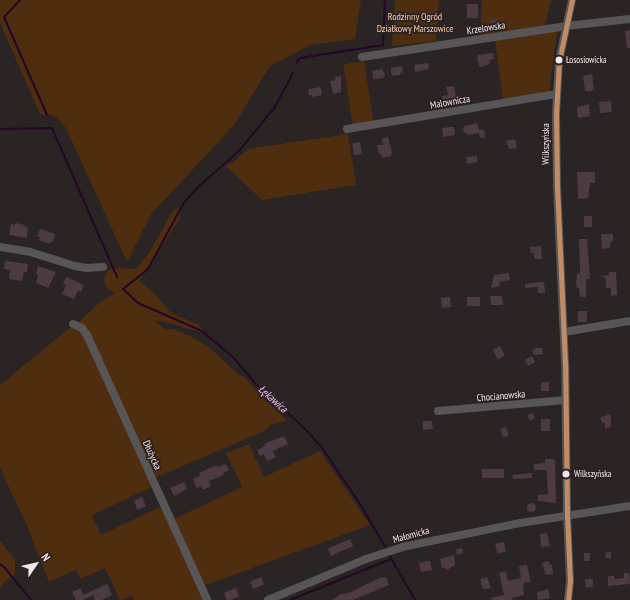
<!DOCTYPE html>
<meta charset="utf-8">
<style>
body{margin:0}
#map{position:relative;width:630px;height:600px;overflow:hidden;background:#2a2424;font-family:"PT Sans Narrow",sans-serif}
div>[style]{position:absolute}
.green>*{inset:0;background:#4f2d0f;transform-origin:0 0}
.stream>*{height:2px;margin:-1px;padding:0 1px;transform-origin:1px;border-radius:1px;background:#240727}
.building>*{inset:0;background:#4d3b44;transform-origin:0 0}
.round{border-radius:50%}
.minor>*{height:8px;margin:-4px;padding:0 4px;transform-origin:4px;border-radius:4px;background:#575555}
.bus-1>*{height:5px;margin:-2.5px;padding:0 2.5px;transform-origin:2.5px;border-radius:2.5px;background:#c18c65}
.dots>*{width:11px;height:11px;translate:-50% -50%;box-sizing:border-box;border:2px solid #2d2122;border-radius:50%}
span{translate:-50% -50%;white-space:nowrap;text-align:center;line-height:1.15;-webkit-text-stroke:3.5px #2d2122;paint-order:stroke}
.bus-label{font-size:9px;color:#f1e8e9}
.left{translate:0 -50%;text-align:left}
.park-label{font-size:10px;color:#f4caab}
.street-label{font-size:10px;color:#f1e8e9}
.water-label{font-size:11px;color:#efbdf6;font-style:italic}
.north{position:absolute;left:16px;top:544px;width:40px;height:40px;-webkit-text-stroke:3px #2d2122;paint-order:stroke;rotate:56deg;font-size:11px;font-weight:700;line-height:16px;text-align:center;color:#f1e8e9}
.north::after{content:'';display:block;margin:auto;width:14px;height:18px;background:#f1e8e9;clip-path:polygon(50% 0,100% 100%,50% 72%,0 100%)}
</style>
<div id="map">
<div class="green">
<i style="clip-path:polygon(0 0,361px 0,355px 39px,310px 45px,269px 67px,235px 124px,152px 213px,127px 262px,66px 128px,54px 115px,40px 114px,0 23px)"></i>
<i style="clip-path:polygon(395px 0,439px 0,436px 41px,392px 46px)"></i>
<i style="clip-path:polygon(482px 0,551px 0,545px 26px,480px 35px)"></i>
<i style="clip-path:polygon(555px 31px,557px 32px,549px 92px,503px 100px,495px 40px)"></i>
<i style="left:364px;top:61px;width:61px;height:21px;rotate:81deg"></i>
<i style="clip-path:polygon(348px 134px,356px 185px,262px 200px,225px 165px,232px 163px,248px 149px)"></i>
<i style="clip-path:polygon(180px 208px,180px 218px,139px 281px,154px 293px,171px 313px,197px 324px,204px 330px,203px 333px,169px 323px,154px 320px,165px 329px,173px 329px,192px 337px,210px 348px,239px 375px,244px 377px,264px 399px,287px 420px,279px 423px,272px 424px,264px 431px,157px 477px,154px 476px,79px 322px,99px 303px,115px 293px,106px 288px,104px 279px,108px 270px,118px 268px,136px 269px,149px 253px,174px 209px)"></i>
<i style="clip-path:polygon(71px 327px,81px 328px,152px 487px,92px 515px,101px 535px,162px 506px,205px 600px,134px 600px,132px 596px,120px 600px,105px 568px,81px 579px,76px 570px,49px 582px,34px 545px,28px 528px,0 468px,0 385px)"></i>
<i style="clip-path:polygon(249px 444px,264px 477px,320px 451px,370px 525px,203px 586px,172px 520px,242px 487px,226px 453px)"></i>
<i style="clip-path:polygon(0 541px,15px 560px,15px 575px,5px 581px,0 588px)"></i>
</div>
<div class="stream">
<i style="left:20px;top:0;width:23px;rotate:133deg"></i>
<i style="left:4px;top:17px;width:107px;rotate:66.3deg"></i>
<i style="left:296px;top:64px;width:6px;rotate:-59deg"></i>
<i style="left:299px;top:59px;width:7px;rotate:-16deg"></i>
<i style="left:306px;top:57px;width:78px;rotate:-8.9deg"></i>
<i style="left:383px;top:45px;width:45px;rotate:-87.5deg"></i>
<i style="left:293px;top:73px;width:40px;rotate:118deg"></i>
<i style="left:274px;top:108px;width:55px;rotate:129.1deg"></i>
<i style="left:239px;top:151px;width:53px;rotate:138.8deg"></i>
<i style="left:199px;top:186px;width:24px;rotate:132deg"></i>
<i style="left:183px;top:204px;width:74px;rotate:118.3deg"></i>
<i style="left:148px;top:269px;width:32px;rotate:141deg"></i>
<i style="left:123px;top:289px;width:21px;rotate:43deg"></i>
<i style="left:138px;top:303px;width:70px;rotate:23.6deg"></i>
<i style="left:202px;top:331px;width:40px;rotate:40deg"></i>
<i style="left:233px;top:357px;width:35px;rotate:50deg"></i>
<i style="left:256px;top:384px;width:62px;rotate:42.4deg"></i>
<i style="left:302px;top:426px;width:26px;rotate:47deg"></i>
<i style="left:320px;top:445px;width:68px;rotate:55.8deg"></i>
<i style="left:358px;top:501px;width:55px;rotate:59.2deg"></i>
<i style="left:0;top:129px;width:52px;rotate:-1.1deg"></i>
<i style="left:52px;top:128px;width:163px;rotate:66.4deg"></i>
<i style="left:389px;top:555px;width:52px;rotate:60deg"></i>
<i style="left:0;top:564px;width:5px;rotate:37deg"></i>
<i style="left:4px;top:567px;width:43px;rotate:50.7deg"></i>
<i style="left:290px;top:600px;width:109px;rotate:-22.1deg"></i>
</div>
<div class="building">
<i style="left:467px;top:4px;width:11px;height:14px"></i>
<i style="clip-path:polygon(497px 19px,497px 25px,490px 25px,490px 20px)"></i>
<i style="clip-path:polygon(630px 30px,630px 48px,627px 48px,625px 31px)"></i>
<i style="clip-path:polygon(493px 53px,494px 59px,489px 60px,490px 64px,480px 67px,477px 60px,478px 55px)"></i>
<i style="clip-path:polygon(428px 63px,429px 69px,415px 72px,414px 65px)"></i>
<i style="clip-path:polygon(402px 66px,403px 72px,400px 73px,400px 75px,393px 76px,391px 73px,391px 68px)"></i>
<i style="clip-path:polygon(382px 69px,385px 74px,384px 78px,373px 79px,372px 71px)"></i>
<i style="clip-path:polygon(592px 74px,594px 89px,590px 92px,585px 91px,583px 76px)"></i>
<i style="clip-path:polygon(341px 76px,341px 92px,333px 94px,330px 81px,335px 80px,335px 77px)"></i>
<i style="clip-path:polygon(454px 86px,456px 96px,460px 96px,461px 101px,443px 104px,442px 96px,448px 95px,446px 87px)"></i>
<i style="clip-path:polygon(321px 87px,322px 95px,312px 97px,312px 95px,309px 96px,308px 89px)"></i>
<i style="left:611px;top:101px;width:11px;height:12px;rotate:85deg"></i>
<i style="clip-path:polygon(589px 104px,590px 116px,578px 118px,577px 107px)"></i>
<i style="clip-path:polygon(477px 123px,479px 130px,484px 130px,485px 138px,480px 138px,479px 133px,468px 135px,463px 131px,464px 126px)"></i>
<i style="clip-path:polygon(451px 127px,454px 127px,455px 135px,443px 137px,442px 128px)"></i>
<i style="clip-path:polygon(388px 137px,392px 152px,391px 156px,382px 158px,381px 154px,379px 154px,377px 145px,383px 145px,382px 138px)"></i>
<i style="clip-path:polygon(515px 139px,517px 148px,509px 149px,506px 141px)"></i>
<i style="left:360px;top:142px;width:12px;height:8px;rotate:81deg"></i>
<i style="clip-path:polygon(477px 156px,477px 162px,467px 164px,466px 157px)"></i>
<i style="clip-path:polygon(577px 172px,595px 172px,595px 183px,590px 183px,588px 198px,578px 199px)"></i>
<i style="left:584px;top:216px;width:8px;height:11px"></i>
<i style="clip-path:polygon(15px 223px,25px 225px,25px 227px,28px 227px,27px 238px,9px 235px,11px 224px,15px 225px)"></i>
<i style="clip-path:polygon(40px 229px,55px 234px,53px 242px,51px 241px,50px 244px,39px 240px,40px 237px,37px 237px)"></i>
<i style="clip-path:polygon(601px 234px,613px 234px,613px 242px,610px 242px,610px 248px,602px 249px)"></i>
<i style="clip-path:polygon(579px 239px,587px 239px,590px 279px,586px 279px,586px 297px,580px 297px,579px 288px,577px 288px,576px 284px,577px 274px,580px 273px)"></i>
<i style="clip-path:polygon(541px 246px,542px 259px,534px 259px,534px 253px,531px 253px,530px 247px)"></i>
<i style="clip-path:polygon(5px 261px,28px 264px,27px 272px,24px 272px,22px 281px,9px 279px,10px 270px,4px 269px)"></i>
<i style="clip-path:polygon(38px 266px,56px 272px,48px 288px,36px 283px,38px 275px,36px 274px)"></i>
<i style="clip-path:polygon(609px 272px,616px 272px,617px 295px,611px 296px,611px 288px,606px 288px,606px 279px,602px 276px,609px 275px)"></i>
<i style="clip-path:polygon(509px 273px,510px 280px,499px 282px,500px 286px,491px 288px,494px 275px)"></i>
<i style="clip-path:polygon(66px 277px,84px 285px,81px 292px,78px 291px,74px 299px,62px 294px,66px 285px,63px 284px)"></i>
<i style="clip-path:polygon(541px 282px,544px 282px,545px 293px,538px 293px,538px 287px,525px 288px,525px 284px)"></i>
<i style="clip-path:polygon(490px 296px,502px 296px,503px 305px,491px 305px)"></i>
<i style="left:450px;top:297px;width:10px;height:9px;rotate:84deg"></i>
<i style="left:480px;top:297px;width:9px;height:13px;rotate:90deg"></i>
<i style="left:587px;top:311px;width:11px;height:9px;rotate:90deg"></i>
<i style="left:500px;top:346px;width:11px;height:8px;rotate:63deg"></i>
<i style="clip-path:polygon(536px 348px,542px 348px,543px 354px,534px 355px,532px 351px)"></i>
<i style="left:532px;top:356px;width:7px;height:8px;rotate:63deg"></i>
<i style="left:541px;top:382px;width:8px;height:9px"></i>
<i style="clip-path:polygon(533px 413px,535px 418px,530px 421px,527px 415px)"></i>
<i style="clip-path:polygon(609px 414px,611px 416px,611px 427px,605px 428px,605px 423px,602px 423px,600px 418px)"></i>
<i style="left:541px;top:419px;width:9px;height:12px"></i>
<i style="clip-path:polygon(423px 421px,432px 421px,433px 429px,423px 430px)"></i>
<i style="left:506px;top:427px;width:9px;height:6px;rotate:72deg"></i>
<i style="clip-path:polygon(284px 436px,288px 444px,273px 451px,276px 457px,267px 461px,264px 454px,260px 456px,257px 450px,265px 446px,264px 444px)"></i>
<i style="clip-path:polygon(545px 459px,553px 459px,555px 461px,556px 503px,538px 501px,538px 495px,548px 494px,547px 473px,547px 470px,534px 470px,534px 464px,545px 463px)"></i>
<i style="clip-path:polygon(226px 464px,229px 470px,223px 473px,224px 475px,209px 481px,211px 486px,203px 490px,201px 486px,197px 488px,193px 479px,200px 476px,199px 473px,217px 465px,218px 467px)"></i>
<i style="left:504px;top:469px;width:9px;height:22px;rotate:90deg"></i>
<i style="clip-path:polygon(532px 473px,532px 478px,513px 479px,512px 475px)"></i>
<i style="clip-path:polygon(184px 482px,187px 489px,174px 496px,170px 488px)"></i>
<i style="left:142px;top:497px;width:10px;height:9px;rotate:66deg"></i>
<i class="round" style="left:526.5px;top:502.5px;width:9px;height:9px"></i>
<i style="clip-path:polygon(547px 533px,550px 546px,541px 547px,540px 534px)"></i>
<i style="left:350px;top:539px;width:8px;height:24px;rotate:67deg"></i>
<i style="left:504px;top:542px;width:10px;height:9px;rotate:79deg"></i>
<i style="clip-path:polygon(462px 548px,463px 553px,457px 555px,456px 549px)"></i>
<i style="clip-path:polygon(606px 552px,611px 552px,611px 558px,605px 558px)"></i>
<i style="left:584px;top:553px;width:6px;height:8px"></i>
<i style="clip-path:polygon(454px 555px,455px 565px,447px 570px,445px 568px,442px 568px,440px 559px)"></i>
<i style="clip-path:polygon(428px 561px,430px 561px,432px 570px,421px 572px,419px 563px)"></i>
<i style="clip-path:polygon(549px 561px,550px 565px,552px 565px,553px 574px,546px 575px,542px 563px)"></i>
<i style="clip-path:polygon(527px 565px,531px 582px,523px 583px,524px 595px,512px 598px,512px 600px,492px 600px,491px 598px,504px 595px,499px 573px,506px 571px,508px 581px,521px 578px,519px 566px)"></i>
<i style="clip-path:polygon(624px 573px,629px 573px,630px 584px,608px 586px,608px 576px,614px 576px,614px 579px,624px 578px)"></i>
<i style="left:261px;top:577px;width:8px;height:12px;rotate:67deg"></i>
<i style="clip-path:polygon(382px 577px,383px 578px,386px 577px,389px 585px,353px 600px,331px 600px,339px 596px,338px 595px,348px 593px)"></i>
<i style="clip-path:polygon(487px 577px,491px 588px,483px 589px,480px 579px)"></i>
<i style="clip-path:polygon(585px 579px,593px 579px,593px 587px,586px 588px)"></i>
<i style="clip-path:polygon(107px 584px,112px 595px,102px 600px,95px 600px,93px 595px,83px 600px,76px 600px,72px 592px,81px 588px,83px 595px)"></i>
<i style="left:236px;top:588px;width:9px;height:13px;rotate:69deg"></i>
<i style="clip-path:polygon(548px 589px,550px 598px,538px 600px,537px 592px)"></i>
</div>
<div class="minor">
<i style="left:362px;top:57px;width:206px;rotate:-8.6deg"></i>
<i style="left:566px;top:26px;width:64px;rotate:-6.2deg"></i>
<i style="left:347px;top:129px;width:212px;rotate:-9.5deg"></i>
<i style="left:0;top:247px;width:30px;rotate:9deg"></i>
<i style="left:30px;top:252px;width:47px;rotate:17.3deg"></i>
<i style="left:75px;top:266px;width:11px;rotate:10deg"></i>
<i style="left:86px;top:268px;width:17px;rotate:-3deg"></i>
<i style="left:73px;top:324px;width:10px;rotate:24deg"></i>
<i style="left:82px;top:328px;width:9px;rotate:54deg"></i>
<i style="left:87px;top:335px;width:291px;rotate:65.6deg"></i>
<i style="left:564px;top:332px;width:67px;rotate:-9.5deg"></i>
<i style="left:438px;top:411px;width:128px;rotate:-4.9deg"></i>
<i style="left:268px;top:600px;width:106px;rotate:-22.7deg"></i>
<i style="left:366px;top:559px;width:38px;rotate:-18deg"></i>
<i style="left:402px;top:547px;width:120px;rotate:-11.5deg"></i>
<i style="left:520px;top:523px;width:111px;rotate:-8.8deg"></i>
<i style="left:568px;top:600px;width:19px;rotate:-84deg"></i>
<i style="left:570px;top:581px;width:65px;rotate:-92.6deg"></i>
<i style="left:567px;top:516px;width:153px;rotate:-90.7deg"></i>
<i style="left:565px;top:363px;width:176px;rotate:-92.6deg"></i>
<i style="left:557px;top:187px;width:73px;rotate:-90.8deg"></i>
<i style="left:556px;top:114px;width:53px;rotate:-86.8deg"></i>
<i style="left:559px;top:61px;width:62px;rotate:-78deg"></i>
</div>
<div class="bus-1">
<i style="left:568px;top:600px;width:19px;rotate:-84deg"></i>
<i style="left:570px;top:581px;width:65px;rotate:-92.6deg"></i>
<i style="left:567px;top:516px;width:153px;rotate:-90.7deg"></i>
<i style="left:565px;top:363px;width:176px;rotate:-92.6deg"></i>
<i style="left:557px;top:187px;width:73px;rotate:-90.8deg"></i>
<i style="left:556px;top:114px;width:53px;rotate:-86.8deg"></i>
<i style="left:559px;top:61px;width:62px;rotate:-78deg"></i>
</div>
<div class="dots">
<i style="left:559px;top:60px;background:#f1e8e9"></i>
<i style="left:566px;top:474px;background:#f1e8e9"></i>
</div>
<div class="bus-label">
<span class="left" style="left:566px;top:60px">Łososiowicka</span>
<span class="left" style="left:574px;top:474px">Wilkszyńska</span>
</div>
<div class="park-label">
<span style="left:415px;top:22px">Rodzinny Ogród<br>Działkowy Marszowice</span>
</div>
<div class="street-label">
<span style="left:486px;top:28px;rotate:-9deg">Krzelowska</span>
<span style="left:450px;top:102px;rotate:-10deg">Malownicza</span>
<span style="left:546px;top:144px;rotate:-90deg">Wilkszyńska</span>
<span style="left:501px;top:396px;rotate:-5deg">Chocianowska</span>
<span style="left:152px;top:455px;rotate:66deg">Dłużycka</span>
<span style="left:411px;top:535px;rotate:-15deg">Małomicka</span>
</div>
<div class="water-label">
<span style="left:273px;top:399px;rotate:42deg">Łękawica</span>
</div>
<div class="north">N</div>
</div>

_EXERCISE_
Report every line from the listing above where the string "stream" can be found.

_SOLVED EXERCISE_
.stream>*{height:2px;margin:-1px;padding:0 1px;transform-origin:1px;border-radius:1px;background:#240727}
<div class="stream">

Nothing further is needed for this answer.